On a Mac, it's Shift+Command+R, or holding down Shift while clicking the reload button (as opposed to Command+R or a normal click for a regular refresh).

Some more details:

For Shift+Command+R, cache is simply ignored and resources are requested like no cache existed.

For Command+R, Chrome will issue If-Modified-Since or Etag requests to the web server, even for things that are actually cached. For most, if not all, content the server should then respond with 304 Not Modified. This is true for most, if not all, modern browsers.

The only way to force relying on the cache (without the browser even asking for possible changes) seems to be clicking a link on the web page, or by following a bookmarked link, or by going into the URL location bar and hitting Return there (Command+L, Return).

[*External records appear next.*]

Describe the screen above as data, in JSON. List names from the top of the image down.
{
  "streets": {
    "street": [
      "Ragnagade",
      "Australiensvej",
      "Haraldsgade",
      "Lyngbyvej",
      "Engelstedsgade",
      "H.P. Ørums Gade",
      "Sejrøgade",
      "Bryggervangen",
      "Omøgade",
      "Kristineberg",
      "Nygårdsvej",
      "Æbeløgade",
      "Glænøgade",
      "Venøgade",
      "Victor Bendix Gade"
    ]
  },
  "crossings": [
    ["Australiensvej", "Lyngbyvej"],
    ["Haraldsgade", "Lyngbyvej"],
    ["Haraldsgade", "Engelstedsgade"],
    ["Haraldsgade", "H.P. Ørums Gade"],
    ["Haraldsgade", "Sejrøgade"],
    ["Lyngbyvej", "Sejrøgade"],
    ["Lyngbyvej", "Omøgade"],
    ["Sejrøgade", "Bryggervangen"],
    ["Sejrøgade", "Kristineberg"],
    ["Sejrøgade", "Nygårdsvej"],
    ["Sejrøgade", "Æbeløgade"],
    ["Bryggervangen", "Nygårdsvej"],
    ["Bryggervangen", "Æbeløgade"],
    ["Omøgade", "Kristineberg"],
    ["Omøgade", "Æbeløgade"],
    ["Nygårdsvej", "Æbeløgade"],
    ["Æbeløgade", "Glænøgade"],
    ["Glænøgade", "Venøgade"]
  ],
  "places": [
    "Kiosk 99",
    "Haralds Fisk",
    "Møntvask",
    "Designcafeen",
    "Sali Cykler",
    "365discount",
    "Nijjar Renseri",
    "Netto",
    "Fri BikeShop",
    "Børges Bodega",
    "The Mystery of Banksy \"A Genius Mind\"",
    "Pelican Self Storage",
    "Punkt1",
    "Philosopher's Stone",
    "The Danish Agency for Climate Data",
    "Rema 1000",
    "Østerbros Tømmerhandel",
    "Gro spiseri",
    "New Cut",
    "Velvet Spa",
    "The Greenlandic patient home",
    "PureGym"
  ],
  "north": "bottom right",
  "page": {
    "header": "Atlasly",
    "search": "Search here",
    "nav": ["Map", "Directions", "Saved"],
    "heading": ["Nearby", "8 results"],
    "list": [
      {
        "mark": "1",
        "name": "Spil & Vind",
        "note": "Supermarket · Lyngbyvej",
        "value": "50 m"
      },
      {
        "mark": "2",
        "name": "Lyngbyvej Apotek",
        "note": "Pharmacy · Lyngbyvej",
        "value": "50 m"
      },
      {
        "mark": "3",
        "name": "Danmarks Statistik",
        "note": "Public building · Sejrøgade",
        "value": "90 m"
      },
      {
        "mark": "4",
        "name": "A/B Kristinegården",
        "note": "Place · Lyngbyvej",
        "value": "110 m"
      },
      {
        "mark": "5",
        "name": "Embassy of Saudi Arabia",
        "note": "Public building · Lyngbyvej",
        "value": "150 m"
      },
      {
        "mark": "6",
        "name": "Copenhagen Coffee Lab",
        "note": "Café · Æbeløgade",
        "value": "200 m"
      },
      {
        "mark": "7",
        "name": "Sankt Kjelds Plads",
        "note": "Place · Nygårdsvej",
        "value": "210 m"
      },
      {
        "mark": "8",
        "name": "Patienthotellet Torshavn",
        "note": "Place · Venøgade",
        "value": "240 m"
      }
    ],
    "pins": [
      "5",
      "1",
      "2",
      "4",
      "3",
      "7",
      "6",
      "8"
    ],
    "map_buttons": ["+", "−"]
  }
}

However: a longstanding known issue in Chrome, Chrome Forced Refresh does not ignore cache (and the more recent Reload/Refresh does not refresh), or maybe actually a feature in WebKit, Dynamically inserted subresources aren't revalidated even when the containing document is reloaded, makes Chrome not clear ALL related caches when using the above methods. A Chromium developer explains:

The network tab of the developer tools show a waterfall of all resources as they are loaded. There are two vertical lines at the right hand side... one of them is labeled "Load event fired" on hover. Anything loading after that point is not officially part of the page (a page can keep issuing requests for hours) [...] so it will NOT be "refreshed" with any combination of f5. This is by design.
[...]
Caching [of any resource, before and after the "Load event fired" line] is determined by the HTTP headers of the response, not by the time the request was issued.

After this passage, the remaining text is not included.